Equation for mapping torso accelerations (that were measured with respect to the torso reference frame F) to the skull reference frame B.

$${}^{B}{\overline{a} }_{t}= \left[\begin{array}{ccc}\mathrm{cos}\theta & 0& -\mathrm{sin}\theta \\ 0& 1& 0\\ \mathrm{sin}\theta & 0& \mathrm{cos}\theta \end{array}\right]{}_{ }{}^{F}{\overline{a} }_{t}.$$
(5)

With \({}^{B}{\overline{a} }_{t}\) torso acceleration expressed in the skull reference frame B (m/s2), \({}^{F}{\overline{a} }_{t}\) torso acceleration expressed in the torso reference frame F (m/s2), \(\theta\) angle between the skull reference frame B and the z-axis of the inertial reference frame N (rad).
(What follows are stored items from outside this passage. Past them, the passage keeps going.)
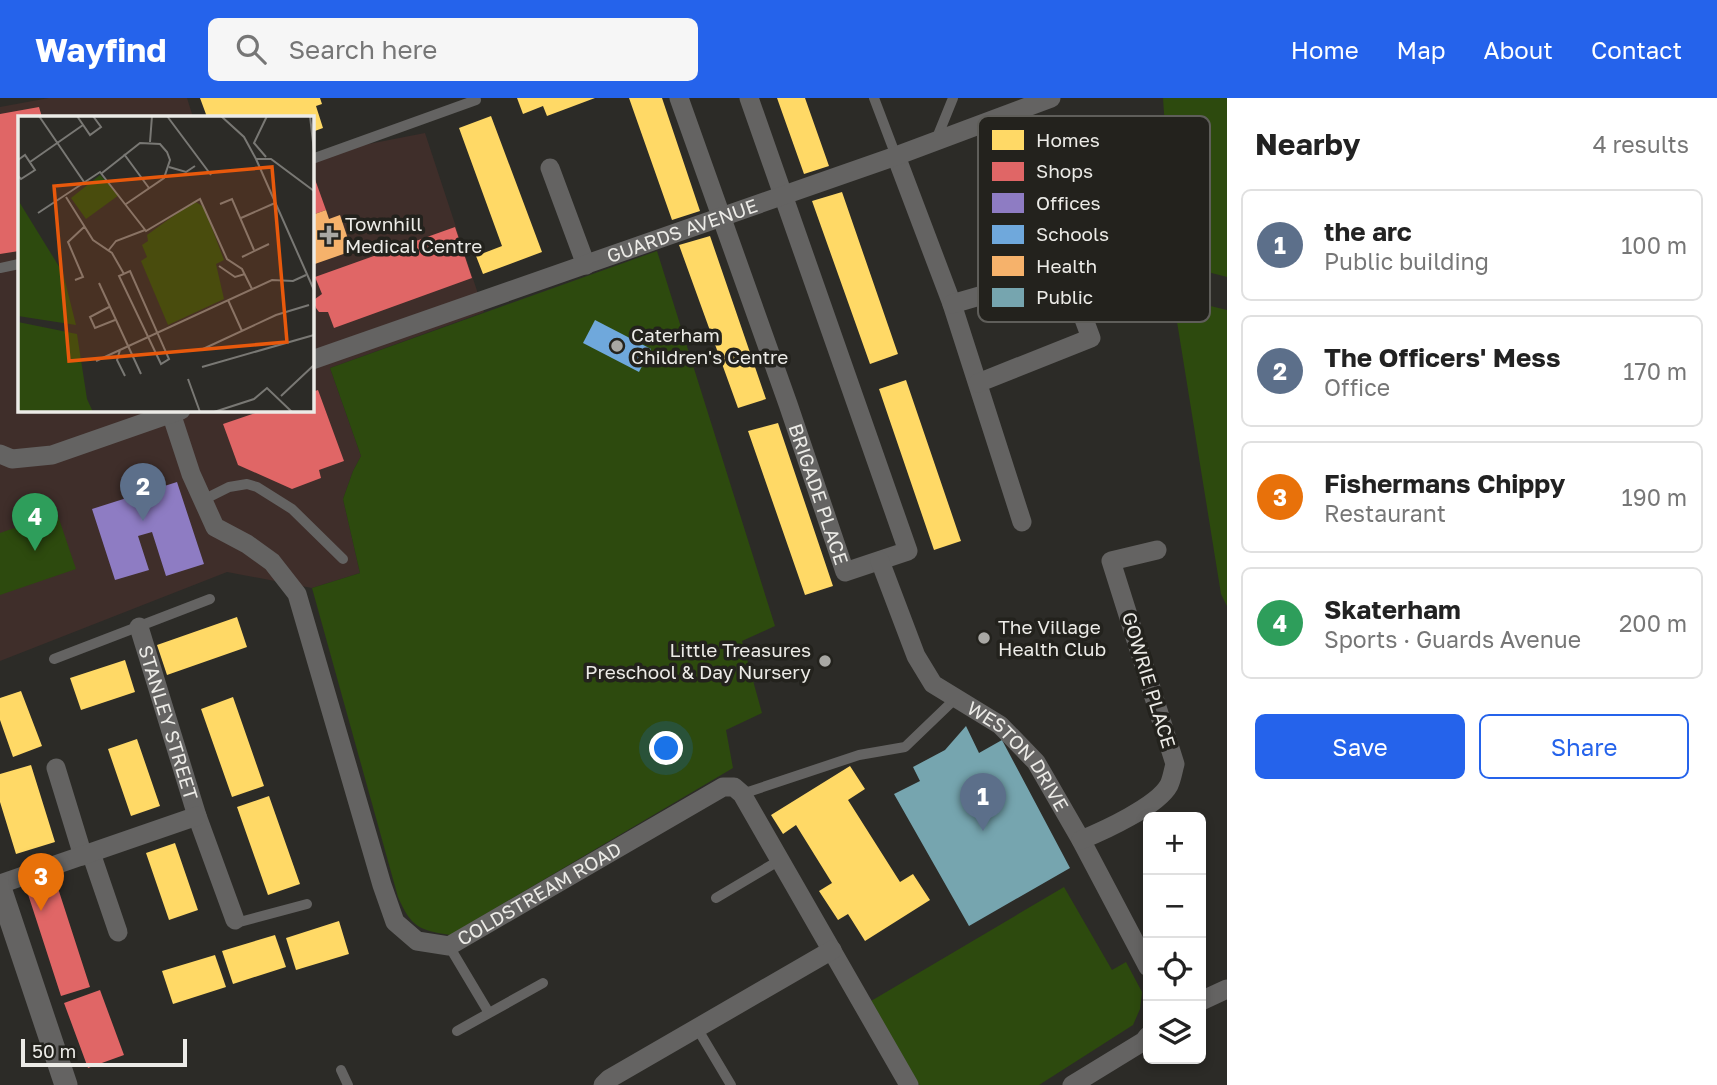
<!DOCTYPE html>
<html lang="en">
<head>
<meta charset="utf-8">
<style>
	:root { --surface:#fff; --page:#f6f6f6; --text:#222; --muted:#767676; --line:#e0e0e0; --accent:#2563eb }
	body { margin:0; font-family:"Golos Text",sans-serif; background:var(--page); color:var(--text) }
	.controls { position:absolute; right:21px; bottom:21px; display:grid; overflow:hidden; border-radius:10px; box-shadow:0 4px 10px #0003 }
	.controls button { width:63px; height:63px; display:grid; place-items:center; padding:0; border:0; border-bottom:2px solid var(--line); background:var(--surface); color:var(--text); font:35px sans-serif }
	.scale { position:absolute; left:21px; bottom:18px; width:166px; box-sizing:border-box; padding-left:7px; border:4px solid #ecebe7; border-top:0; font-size:19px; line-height:24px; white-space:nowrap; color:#ecebe7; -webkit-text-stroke:5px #23221d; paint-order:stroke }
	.you { position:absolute; left:667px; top:651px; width:24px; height:24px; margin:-18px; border:5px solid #fff; border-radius:50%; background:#1a73e8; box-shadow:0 0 0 10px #1a73e833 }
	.badge { display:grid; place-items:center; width:46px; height:46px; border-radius:50%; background:var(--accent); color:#fff; font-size:23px; font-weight:700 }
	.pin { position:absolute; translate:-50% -58px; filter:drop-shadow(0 2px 4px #0008) }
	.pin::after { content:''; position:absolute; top:37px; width:24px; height:21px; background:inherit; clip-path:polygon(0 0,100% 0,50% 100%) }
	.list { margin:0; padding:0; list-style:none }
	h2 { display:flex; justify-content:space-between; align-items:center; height:91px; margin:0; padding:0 28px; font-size:30px }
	h2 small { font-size:23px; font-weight:400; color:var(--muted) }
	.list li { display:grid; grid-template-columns:46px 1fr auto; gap:21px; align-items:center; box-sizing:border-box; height:112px; margin:0 14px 14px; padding:0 14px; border:2px solid var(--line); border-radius:10px }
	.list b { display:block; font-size:26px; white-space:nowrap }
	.list p { margin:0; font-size:23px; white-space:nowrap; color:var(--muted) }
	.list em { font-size:23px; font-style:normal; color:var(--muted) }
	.actions { display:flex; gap:14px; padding:21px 28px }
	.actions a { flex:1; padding:16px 0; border:2px solid var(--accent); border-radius:10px; text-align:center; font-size:24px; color:var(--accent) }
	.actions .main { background:var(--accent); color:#fff }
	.icon { flex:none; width:38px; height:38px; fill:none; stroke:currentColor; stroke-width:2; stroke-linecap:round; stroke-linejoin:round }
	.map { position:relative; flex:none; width:1227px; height:987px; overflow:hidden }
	header { display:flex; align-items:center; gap:42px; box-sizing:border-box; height:98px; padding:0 35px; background:var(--accent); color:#fff }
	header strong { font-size:33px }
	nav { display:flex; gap:38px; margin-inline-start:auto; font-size:24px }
	.search { width:490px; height:63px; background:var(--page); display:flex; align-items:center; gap:18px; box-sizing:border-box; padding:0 24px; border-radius:10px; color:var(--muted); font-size:26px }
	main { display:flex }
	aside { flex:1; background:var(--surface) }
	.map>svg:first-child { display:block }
	.commercial { fill:#3f2e2a }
	.green { fill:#2d4a0e }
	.homes { fill:#ffd966 }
	.shops { fill:#e06666 }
	.offices { fill:#8e7cc3 }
	.schools { fill:#6fa8dc }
	.health { fill:#f6b26b }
	.public { fill:#76a5af }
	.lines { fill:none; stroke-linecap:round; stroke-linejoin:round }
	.service { stroke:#646362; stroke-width:10 }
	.minor { stroke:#646362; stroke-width:19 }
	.tertiary { stroke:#646362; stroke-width:23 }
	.poi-dot { fill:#a9a8a4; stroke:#23221d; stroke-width:2.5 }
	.labels { text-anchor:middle; stroke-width:7; stroke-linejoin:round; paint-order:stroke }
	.poi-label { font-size:19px; fill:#ecebe7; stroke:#23221d; text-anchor:start }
	.street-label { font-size:19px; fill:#ecebe7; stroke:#23221d }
	.inset-road { fill:none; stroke:#797874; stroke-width:2 }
	.view { fill:#e8590c; fill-opacity:0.15; stroke:#e8590c; stroke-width:3.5 }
	.inset-edge { fill:none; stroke:#ecebe7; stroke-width:3.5 }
	.key { fill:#23221d; stroke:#5f5e5a; stroke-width:2 }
	.key-label { font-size:19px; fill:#ecebe7 }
</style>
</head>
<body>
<header>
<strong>Wayfind</strong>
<div class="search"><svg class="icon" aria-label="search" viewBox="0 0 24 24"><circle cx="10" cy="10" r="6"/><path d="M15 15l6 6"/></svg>Search here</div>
<nav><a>Home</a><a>Map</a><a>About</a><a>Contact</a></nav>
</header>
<main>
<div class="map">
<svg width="1227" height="987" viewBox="0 0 1227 987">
	<rect width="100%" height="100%" fill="#2c2b27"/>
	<path class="commercial" d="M49,0H187L193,19H19V312H312V57L425,35L484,214L330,270L361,358L353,373L343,401L360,475L312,490L227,474L0,563V9Z"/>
	<path class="green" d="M1163,0H1227V179L1200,172L1173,150Z
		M657,153L775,528L742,543L762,615L726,632L733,670L450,837C419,832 411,829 398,799L312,490L360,475L343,401L353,373L361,358L330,270Z
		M1173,199L1227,212V508L1221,496Z
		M57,415L76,471L0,497V435Z
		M1064,789L1112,872L1126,864L1142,894L1140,911L1133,927L1039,987H919L871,903Z"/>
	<path class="homes" d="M200,0H320L322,6L316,8L323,30L312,34V19H207Z
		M517,0H595L547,18L543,8L523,16Z
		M629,0H662L700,113L672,122Z
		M777,0H805L829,68L804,76Z
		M491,18L542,154L483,176L476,158L502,148L459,30Z
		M842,94L898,256L870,266L812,103Z
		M710,138L766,301L738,310L679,147Z
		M906,282L961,443L934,452L879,291Z
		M778,325L833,488L805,497L748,333Z
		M237,519L247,549L167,577L157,547Z
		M125,562L135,594L81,612L70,580Z
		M21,593L42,648L13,659L0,622V600Z
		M233,599L264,688L232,699L201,611Z
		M137,641L160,708L131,718L108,651Z
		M31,667L55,744L16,756L0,704V676Z
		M850,668L865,691L848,702L900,784L913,776L930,802L865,843L848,816L838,822L819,793L832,785L796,727L783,736L771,717Z
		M269,698L300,786L268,797L237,709Z
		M175,745L198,812L169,822L146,755Z
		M339,823L349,856L296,872L286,840Z
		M275,837L286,869L233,886L222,853Z
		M215,857L226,889L173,906L162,873Z"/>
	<path class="shops" d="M39,9L42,19H19V153L0,156V16Z
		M312,73L326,112L312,117Z
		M455,129L472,180L334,230L328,214H319L316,210L314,205L315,201L322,196L315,179Z
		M318,292L344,363L319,372L321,380L292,391L238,367L223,326L264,312H312V294Z
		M55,781L90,889L61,898L26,790Z
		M100,892L124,957L88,970L64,905Z"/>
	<path class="offices" d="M177,384L204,466L166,478L152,434L138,438L149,472L115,482L92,411Z"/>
	<path class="schools" d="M595,222L651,251L639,274L583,245Z"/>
	<path class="health" d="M326,112L329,121L340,117L352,153L312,167V117Z"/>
	<path class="public" d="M966,628L979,655L1002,642L1070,770L969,828L894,696L920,683L913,669L945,652Z"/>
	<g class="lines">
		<path class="service" d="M874,0L896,58
			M936,42L953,0
			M312,61L476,2
			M0,170L19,166
			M203,402L229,389L247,386L257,389L292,411L343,461
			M54,561L210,501
			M742,696L859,657L905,649L956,600
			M716,800L780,762
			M235,823L236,825L307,806
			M449,848L489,915
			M697,930L731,987
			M457,933L543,885
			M341,972L348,987"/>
		<g class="minor">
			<path id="s1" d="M679,0L788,306L845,474L908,453L749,0"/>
			<path d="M896,58L952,206L1022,424"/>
			<path d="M550,70L586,167"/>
			<path d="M952,206L1066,173L1091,240L978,285"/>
			<path id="s2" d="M312,262L896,58L1051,0"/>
			<path id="s3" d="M171,315L191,376L215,429L247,446L272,464L297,496L382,787L395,824L417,843L449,848L723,689H734L742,696L909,987"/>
			<path d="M0,356L12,361L52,357L181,312"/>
			<path id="s4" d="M880,463L916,558L933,586L1000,627L1036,664L1081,742L1148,869"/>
			<path id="s5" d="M139,529L197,718L235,822"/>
			<path d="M56,670L83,758"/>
			<path d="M1081,742C1103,733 1158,708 1169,687C1172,681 1173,673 1175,666L1111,463L1157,452"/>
			<path d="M91,755L118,834"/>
			<path d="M0,786L197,718"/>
			<path d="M1201,903L1227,891"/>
			<path d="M603,987L609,981L832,852"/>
			<path d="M1072,987L1144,943L1148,938"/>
		</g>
		<path class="tertiary" d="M0,790L66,987"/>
	</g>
	<g class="poi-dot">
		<path d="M325.5 126.5h7v7h7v7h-7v7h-7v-7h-7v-7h7z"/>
		<circle cx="617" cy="248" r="7"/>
		<circle cx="984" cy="540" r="7"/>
		<circle cx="825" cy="563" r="7"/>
	</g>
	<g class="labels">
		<g class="poi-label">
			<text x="345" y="133">Townhill<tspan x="345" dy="22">Medical Centre</tspan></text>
			<text x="631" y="244">Caterham<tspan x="631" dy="22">Children's Centre</tspan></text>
			<text x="998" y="536">The Village<tspan x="998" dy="22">Health Club</tspan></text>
			<text x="811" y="559" text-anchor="end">Little Treasures<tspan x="811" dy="22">Preschool &amp; Day Nursery</tspan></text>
		</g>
		<g class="street-label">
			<text dy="7" stroke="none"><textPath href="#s2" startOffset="392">GUARDS AVENUE</textPath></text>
			<text dy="7" stroke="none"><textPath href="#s1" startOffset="420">BRIGADE PLACE</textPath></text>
			<text transform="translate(1149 582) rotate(73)" y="7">GOWRIE PLACE</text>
			<text dy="7" stroke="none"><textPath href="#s5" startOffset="100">STANLEY STREET</textPath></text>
			<text dy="7" stroke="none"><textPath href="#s4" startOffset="248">WESTON DRIVE</textPath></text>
			<text dy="7" stroke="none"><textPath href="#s3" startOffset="738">COLDSTREAM ROAD</textPath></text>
		</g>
	</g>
	<g transform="translate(18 18)">
		<rect width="296" height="296" fill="#2c2b27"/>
		<path d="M82,59L101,79L68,103L53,82ZM0,84L45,157L58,209L0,200ZM176,85L186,91L206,144L198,148L206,183L150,209L123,145L129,141L124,129L130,125L129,119ZM0,206L59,218L69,283L75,296H0Z" fill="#2d4a0e"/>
		<path class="inset-road" d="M21,0L66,66M59,0L72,19L83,11L75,0M149,0L193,59M203,0L226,21L238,43H253L296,75M292,0L296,35M132,26L134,0M106,38L131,72M248,41L236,27L249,0M238,43L296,174M0,44L7,39L17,54L3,63L0,60M12,46L65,9M151,51L168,56L177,50M84,57L122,27L142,28L149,36L152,44L146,62L108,88M48,81L75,124L94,137L106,158M202,88L214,83L236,134M20,97L82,56L128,115L182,83L209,143L224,153L234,173M223,102L257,87M90,135L98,125L127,114M224,141L251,128M201,150L217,161L227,158M112,155L151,243L143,248L101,160ZM57,164L65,161L50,126L66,111M81,167L123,258M210,184L224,215M91,191L72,201L77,212L97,204M185,233L258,199L291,189M102,234L99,244L107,260M78,245L254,164L275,165L288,159M184,251L296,219M170,263L182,296M263,280L296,249M196,296L236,283L249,272L274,296"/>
		<path class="view" d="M254,51L269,226L51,245L36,70Z"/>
		<rect width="296" height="296" class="inset-edge"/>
	</g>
	<rect x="978" y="18" width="232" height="206" rx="10" class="key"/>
	<rect x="992" y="32" width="32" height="20" fill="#ffd966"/>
	<rect x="992" y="64" width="32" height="19" fill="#e06666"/>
	<rect x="992" y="95" width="32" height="20" fill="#8e7cc3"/>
	<rect x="992" y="127" width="32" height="19" fill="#6fa8dc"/>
	<rect x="992" y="158" width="32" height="20" fill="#f6b26b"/>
	<rect x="992" y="190" width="32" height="19" fill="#76a5af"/>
	<g class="key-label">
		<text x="1036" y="49">Homes</text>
		<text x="1036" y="80">Shops</text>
		<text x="1036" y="112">Offices</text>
		<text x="1036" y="143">Schools</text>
		<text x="1036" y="175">Health</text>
		<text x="1036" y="206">Public</text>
	</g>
</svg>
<div class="controls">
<button>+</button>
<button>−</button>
<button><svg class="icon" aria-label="locate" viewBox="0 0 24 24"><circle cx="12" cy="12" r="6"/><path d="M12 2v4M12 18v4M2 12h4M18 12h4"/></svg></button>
<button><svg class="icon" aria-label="layers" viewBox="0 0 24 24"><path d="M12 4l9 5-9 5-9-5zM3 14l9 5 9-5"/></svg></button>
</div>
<div class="scale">50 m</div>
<div class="you"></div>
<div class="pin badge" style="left:983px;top:733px;background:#5c6f8a">1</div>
<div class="pin badge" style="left:143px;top:423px;background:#5c6f8a">2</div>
<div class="pin badge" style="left:41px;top:813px;background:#e8710a">3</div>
<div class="pin badge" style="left:35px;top:453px;background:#2e9e5b">4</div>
</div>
<aside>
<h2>Nearby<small>4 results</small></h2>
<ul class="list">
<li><span class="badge" style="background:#5c6f8a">1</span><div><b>the arc</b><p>Public building</p></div><em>100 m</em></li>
<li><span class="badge" style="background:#5c6f8a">2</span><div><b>The Officers' Mess</b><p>Office</p></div><em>170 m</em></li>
<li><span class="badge" style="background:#e8710a">3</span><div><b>Fishermans Chippy</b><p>Restaurant</p></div><em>190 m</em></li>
<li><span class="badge" style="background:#2e9e5b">4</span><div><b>Skaterham</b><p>Sports · Guards Avenue</p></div><em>200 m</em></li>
</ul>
<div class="actions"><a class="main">Save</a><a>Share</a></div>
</aside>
</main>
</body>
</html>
After deriving the EOM, the accelerations of the head’s COG and vertex were calculated by feeding the EOM of the proposed moving-ICOR model and of each category of fixed-ICOR models with the kinematic values obtained from the prior experiment. All three models were identically fed with each participant’s data from the prior experiment. In all calculations the dimensions shown in Fig. S3 were used. Finally, the resulting calculated head COG and vertex accelerations were compared to those measured in the same reference dataset that was used as the input for the calculations.

The absolute root-mean-square error (RMSE) between the calculated and measured vertex acceleration was determined over the selected maximum vertex acceleration shake cycle as a quantitative measure of the accuracy of each model. Next, these were averaged over all participants to compare between model categories. The residual accelerations over time (i.e. the difference between the actual reference values and the calculated values of the model) were used to visually assess the accuracy of each model within a shake cycle at all relevant moments.